In present day USA if you loudly announce your faith its hard to escape tribalism associations so I agree with your advice, but I also think its important not to water down religion by ignoring the parts that do not fit with modern sensibilities because then we are having a totally different conversation.


The most genuinely good person I've known, my wife's very devout grandmother, who belonged to the United Church of Christ and whose husband was a preacher for a United Methodist Church, never once went out of her way to proselytize (in my presence at least.) That's not to say she wouldn't talk about God or her beliefs if it was somehow directly relevant to a conversation, but I never saw her trying to "spread the word" just to do so. She emphasized caring for others and the "love your neighbor as yourself," part. Her favorite scripture was the story of the Good Samaritan and that was what she requested to be read at her funeral. She didn't spend time talking about what Jesus wanted, or trying to convince you to believe, she set the example by living it.

The unfortunate part is, in my 38 years of existence, she is possibly the first "real" Christian I've known: Christian through her acts, not just her words. In the Parable of the Sheep and the Goats, Jesus bases judgment not on religious rituals or verbal professions of faith, but on acts of compassion towards others: feeding the hungry, giving drink to the thirsty, welcoming the stranger, clothing the unclothed, caring for the sick, and visiting the imprisoned. This seems to emphasize practical love and concern for the vulnerable as true evidence of discipleship, rather than one's ability to proselytize.

Isn't the most important part of the New Testament the Gospels and almost everything that comes after is more about institutional Christianity? Acts, describing the spread of Christianity after Jesus' ascension, with little new information about his teachings. Epistles focus primarily on doctrine, ethics, and church organization rather than Jesus' words and actions. Revelations...well I'll leave that to others to interpret.

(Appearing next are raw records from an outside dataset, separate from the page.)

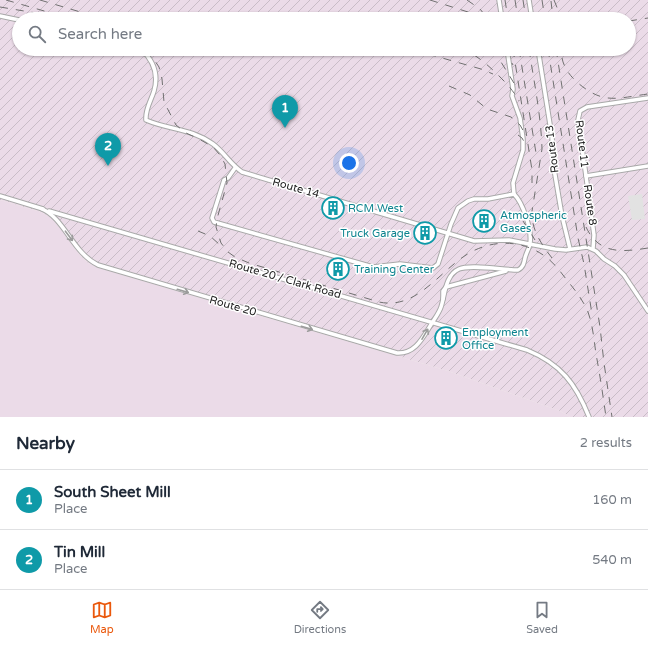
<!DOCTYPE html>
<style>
body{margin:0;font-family:"Varela Round",sans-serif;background:#f2f2f3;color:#1f2937}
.you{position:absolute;left:349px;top:163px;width:14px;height:14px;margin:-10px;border:3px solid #fff;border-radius:50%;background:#1a73e8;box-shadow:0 0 0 6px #1a73e833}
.badge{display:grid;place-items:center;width:26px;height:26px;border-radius:50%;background:#ea580c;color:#fff;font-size:13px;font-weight:700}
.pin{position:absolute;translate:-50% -33px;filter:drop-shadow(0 1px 2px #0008)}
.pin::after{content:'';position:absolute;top:21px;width:14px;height:12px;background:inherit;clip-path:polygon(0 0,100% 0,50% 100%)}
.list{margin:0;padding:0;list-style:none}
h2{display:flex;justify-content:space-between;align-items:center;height:52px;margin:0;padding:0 16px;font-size:17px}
h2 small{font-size:13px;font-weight:400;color:#747a83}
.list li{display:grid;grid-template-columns:26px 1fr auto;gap:12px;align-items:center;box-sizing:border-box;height:60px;padding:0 16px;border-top:1px solid #e0e1e3}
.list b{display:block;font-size:15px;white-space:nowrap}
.list p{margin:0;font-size:13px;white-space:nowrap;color:#747a83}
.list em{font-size:13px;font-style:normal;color:#747a83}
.icon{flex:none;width:22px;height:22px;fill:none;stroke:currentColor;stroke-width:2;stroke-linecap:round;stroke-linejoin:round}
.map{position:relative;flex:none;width:648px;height:417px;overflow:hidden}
.search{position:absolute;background:#fff;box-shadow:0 1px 3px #0004;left:12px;right:12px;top:12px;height:44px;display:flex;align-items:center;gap:10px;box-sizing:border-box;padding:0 14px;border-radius:22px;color:#747a83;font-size:15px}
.sheet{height:172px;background:#fff}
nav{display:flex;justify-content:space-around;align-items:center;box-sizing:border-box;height:56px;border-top:1px solid #e0e1e3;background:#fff;font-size:11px;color:#747a83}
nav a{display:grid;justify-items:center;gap:2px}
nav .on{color:#ea580c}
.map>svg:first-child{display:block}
</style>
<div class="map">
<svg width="648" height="417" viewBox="0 0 648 417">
<defs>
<pattern id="industrial-furrows" width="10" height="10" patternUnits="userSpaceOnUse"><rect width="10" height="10" fill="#ebdbe8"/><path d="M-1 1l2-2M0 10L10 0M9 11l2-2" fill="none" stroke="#c9bcc7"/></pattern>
</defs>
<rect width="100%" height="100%" fill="#f2efe9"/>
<path fill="url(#industrial-furrows)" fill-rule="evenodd" d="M0 0H648V417H570L560 411 448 371 99 268 88 263 79 254 60 228 50 217 41 212 0 200ZM19 19H629V49H19Z"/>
<path fill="#ebdbe8" d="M0 200 41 212 50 217 60 228 79 254 88 263 99 268 448 371 560 411 570 417H0Z"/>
<path fill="#e2e2e2" d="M642 194 645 219 632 220 628 196Z"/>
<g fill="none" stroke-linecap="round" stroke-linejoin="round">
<g stroke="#a9a9a9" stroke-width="5.5">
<g id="minor">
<path d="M499 0 502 19"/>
<path d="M529 0 532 19"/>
<path d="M0 16 19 20"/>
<path d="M141 49C153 60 159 74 154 91 151 101 145 109 146 120 169 130 191 128 213 144 224 152 230 164 242 172L474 241 509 240 555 249 566 250 587 247 596 251 604 259 615 266 624 275 648 311"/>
<path d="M507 49 513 89 512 96 520 118 523 139V150L513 183 514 194"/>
<path d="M538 49 552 137 554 169 562 216 570 249"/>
<path d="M586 176 578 120 580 111 587 107 648 98"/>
<path d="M0 196 43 209"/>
<path d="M42 209C64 218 73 253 98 265L397 353C416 354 423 337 432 323 435 318 439 313 441 307 445 295 445 275 459 269 470 264 504 270 518 270 523 268 524 263 525 258 526 253 530 247 530 243 532 230 523 203 514 194L488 199H474L468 201 458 208 451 224 438 264 433 268 400 264 373 267 214 222 212 218 224 180 228 178 235 168"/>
<path d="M49 211 527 350C561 364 576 384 589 417"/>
<path d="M593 249 594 235 586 176 648 166"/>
<path d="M443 299V291L446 287 506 271"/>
</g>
</g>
<use href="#minor" stroke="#fff" stroke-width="3.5"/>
<g stroke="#707070" stroke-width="1" stroke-dasharray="8 8" stroke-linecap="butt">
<path d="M6 0 72 19"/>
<path d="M40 0 104 19"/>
<path d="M430 0 468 12 479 19"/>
<path d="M467 0 480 9 488 19"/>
<path d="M505 0 508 19"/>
<path d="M515 0 518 19"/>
<path d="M523 0 526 19"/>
<path d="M542 0 545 19"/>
<path d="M554 0 558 10 567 19"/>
<path d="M551 1 553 19"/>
<path d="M0 7 36 13"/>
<path d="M66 13 88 19"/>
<path d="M629 21 648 18"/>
<path d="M147 49 159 67 162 79 164 102 176 125 186 133 199 139 213 147 220 155 225 164 227 183 217 219 216 227 221 243 228 252 235 257 249 263 379 302C416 310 438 273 466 255 491 239 522 239 546 257 554 263 560 271 566 279 575 290 583 300 588 312 593 326 594 340 596 354 600 375 603 396 606 417"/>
<path d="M493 49 517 88"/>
<path d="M504 49 513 65"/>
<path d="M513 49 532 170V183"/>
<path d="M519 49 537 159"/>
<path d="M529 49C534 82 541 115 542 149L532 211C531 229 541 244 552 258"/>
<path d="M548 49 578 238 584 264 592 314"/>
<path d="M556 49 600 327 604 363 612 417"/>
<path d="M459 50C466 52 472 53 477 57 489 65 513 88 519 101"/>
<path d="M428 54 481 69 493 74"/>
<path d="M562 58C564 68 570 76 578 83 604 105 617 98 648 94"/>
<path d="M449 86 470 95 487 109 511 117 520 125 524 132"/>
<path d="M518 135 522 138 527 147"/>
<path d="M523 221 535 240"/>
<path d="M586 227C599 255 623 252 648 248"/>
<path d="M198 231 210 236 220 245"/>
</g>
</g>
<defs><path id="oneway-shaft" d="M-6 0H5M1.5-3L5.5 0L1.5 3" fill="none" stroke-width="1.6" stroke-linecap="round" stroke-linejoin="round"/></defs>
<g stroke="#9c9c9c">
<use href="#oneway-shaft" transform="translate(69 236) rotate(53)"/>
<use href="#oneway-shaft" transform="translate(183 291) rotate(16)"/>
<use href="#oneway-shaft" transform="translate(307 328) rotate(16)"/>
<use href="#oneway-shaft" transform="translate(425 334) rotate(-60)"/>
</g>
<defs>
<g id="building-ring" transform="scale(1.15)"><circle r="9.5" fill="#fff" stroke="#0f9aa8" stroke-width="1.5"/><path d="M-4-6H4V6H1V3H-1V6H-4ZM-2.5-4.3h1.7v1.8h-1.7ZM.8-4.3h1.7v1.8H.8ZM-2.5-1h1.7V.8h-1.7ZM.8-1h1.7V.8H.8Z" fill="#0f9aa8"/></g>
</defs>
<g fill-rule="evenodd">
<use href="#building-ring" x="333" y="208"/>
<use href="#building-ring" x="484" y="221"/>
<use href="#building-ring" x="425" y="233"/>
<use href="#building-ring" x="338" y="269"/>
<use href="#building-ring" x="446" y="338"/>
</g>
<g text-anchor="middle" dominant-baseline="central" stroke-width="3" stroke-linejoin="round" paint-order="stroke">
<g font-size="11" fill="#222" stroke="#fff">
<text transform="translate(582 144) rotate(83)">Route 11</text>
<text transform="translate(552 149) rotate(-97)">Route 13</text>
<text transform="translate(296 188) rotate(16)">Route 14</text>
<text transform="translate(590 205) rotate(82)">Route 8</text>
<text transform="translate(285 279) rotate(16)">Route 20 / Clark Road</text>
<text transform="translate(233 306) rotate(16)">Route 20</text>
</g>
<g font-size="11" fill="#0d838f" stroke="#fff" text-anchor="start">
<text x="348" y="208">RCM West</text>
<text x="500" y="215">Atmospheric<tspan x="500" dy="13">Gases</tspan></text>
<text x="410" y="233" text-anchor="end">Truck Garage</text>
<text x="354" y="269">Training Center</text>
<text x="462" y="332">Employment<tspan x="462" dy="13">Office</tspan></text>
</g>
</g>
</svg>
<div class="you"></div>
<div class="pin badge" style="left:285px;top:128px;background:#0f9aa8">1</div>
<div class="pin badge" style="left:108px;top:166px;background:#0f9aa8">2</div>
<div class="search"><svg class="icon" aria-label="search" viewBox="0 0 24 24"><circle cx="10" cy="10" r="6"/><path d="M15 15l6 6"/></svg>Search here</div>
</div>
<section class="sheet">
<h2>Nearby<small>2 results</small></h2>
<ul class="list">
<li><span class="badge" style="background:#0f9aa8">1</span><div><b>South Sheet Mill</b><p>Place</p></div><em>160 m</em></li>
<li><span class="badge" style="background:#0f9aa8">2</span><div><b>Tin Mill</b><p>Place</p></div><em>540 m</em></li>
</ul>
</section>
<nav>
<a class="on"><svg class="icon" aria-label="map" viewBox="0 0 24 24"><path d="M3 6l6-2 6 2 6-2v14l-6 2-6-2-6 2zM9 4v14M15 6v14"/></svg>Map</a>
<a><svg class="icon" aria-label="directions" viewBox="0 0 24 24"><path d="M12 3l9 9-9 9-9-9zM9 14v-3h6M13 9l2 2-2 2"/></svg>Directions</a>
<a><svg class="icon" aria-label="saved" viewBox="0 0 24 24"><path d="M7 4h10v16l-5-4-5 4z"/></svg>Saved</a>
</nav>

If Christianity is built around Jesus, shouldn't his teachings and words be the focus rather than the institution of Christianity itself? I don't think there is anything wrong with proselytizing per se, it's obviously critical to ensuring the survival and expansion of any belief system and from an evolutionary standpoint, ideas that encourage their own reproduction tend to thrive. But it seems misguided to focus on spreading the faith rather than doing all the things Jesus says you should do.


I seem to have dug out quite a few notions on what religion is all about here on HN, from the shout from the roof tops to "a bit of a chat" - obviously my original comment was DV'd to oblivion.

For me, religion starts and stops from within. I am not an evangelist - my God is mine and your's is yours. I'll tell you what I'm about and no more.

"Still small Voice of quiet" not "Hell fire and damnation".

I will dive in with a gentle nudge but never an exhortation.